Aponibolinayen baş ağrısından muzdaripti ve evinde tek başına bir hasırın üzerinde yatıyordu.Birden aklına daha önce duyduğu ama hiç görmediği bir meyve geldi ve kendi kendine, “Ah, keşke Adasen’li Gawigawen’in portakallarından bende de olsaydı,” dedi.
Aponibolinayen yüksek sesle konuştuğunun farkında değildi ama dışarıdaki ruh evinde yatan kocası Aponitolau onun konuşmasını duydu ve ne söylediğini sordu. Portakalları bulmaya çalışırken hayatını riske atmamak için ona gerçeği söylemekten korkan kadın şöyle dedi: “Keşke biraz biw (meyve) olsaydı.”

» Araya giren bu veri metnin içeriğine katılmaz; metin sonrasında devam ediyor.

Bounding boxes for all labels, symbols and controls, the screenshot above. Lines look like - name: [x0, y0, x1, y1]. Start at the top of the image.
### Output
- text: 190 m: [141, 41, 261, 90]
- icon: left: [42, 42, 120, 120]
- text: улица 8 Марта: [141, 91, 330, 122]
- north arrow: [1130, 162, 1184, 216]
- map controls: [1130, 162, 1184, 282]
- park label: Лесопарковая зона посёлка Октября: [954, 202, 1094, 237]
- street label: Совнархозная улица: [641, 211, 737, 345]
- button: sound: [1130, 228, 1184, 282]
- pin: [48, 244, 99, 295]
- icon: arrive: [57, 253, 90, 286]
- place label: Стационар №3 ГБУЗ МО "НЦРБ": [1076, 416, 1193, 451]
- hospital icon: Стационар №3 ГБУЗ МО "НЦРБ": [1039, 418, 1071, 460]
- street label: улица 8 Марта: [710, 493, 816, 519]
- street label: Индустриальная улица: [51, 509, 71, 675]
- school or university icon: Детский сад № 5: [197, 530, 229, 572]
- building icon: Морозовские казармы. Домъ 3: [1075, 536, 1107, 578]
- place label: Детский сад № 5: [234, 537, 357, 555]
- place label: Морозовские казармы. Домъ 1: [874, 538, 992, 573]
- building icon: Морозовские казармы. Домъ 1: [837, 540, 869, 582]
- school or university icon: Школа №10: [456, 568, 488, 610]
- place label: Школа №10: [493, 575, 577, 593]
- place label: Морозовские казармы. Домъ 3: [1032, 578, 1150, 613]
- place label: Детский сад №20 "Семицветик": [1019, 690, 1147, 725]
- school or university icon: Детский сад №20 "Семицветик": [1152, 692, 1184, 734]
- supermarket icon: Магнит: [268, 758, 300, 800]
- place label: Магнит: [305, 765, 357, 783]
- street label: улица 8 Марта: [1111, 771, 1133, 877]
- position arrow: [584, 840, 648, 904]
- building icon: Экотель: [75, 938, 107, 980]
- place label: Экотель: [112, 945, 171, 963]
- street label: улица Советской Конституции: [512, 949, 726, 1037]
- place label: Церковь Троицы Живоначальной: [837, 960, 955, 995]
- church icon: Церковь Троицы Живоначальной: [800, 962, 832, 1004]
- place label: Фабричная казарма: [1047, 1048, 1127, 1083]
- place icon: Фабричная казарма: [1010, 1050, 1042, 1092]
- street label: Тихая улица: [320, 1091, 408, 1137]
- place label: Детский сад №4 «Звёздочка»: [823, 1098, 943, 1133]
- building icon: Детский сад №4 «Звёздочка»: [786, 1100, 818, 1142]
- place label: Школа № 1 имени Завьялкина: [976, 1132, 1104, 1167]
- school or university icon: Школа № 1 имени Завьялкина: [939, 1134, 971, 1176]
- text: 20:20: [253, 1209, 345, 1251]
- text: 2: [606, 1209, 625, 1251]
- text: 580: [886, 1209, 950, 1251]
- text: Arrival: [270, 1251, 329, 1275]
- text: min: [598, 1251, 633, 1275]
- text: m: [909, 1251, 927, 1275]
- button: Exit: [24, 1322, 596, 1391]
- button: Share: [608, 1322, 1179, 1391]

Aponitolau hemen ayağa kalktı ve bir çuval alarak karısı için biraz meyve toplamaya gitti. Bir çuval dolusu meyve ile döndüğünde karısı şöyle dedi:
“Bunu ateşin üstündeki bambu askının üzerine koy, başım iyileşince yerim.”
Böylece Aponitolau meyveyi askıya koydu ve ruh evine geri döndü, ancak Aponibolinayen yemeye çalıştığında meyve onu hasta etti ve meyveyi fırlatıp attı.
“Sorun nedir?” diye seslendi Aponitolau onun meyveyi attığını duyunca.

“Sadece bir tane attım,” diye cevap verdi ve minderine döndü.
Bir süre sonra Aponibolinayen tekrar şöyle dedi:
“Ah, keşke Adasen’li Gawigawen’in portakallarından biraz yeseydim” dedi ve onu ruh evinden duyan Aponitolau sordu:
“Ne demek istiyorsun?”
“Keşke biraz balık yumurtam olsaydı,” diye cevap verdi karısı çünkü onun gerçeği bilmesini istemiyordu.

Bunun üzerine Aponitolau ağını aldı ve karısını mümkün olduğunca sevindirmek amacıyla nehre gitti. Güzel bir balık yakaladıktan sonra bıçağıyla içini açtı ve yumurtaları çıkardı. Sonra kestiği yere tükürdü, kestiği yer iyileşti ve balık yüzerek uzaklaştı.
Karısının isteklerini yerine getirebildiği için mutlu olan adam, yumurtalarla birlikte eve koştu. Karısı yumurtaları ateşte kızartırken, o da ruh evine geri döndü. Kadın yumurtaları yemeye çalıştı ama tadı hiç hoşuna gitmedi ve onları evin altındaki köpeklere attı.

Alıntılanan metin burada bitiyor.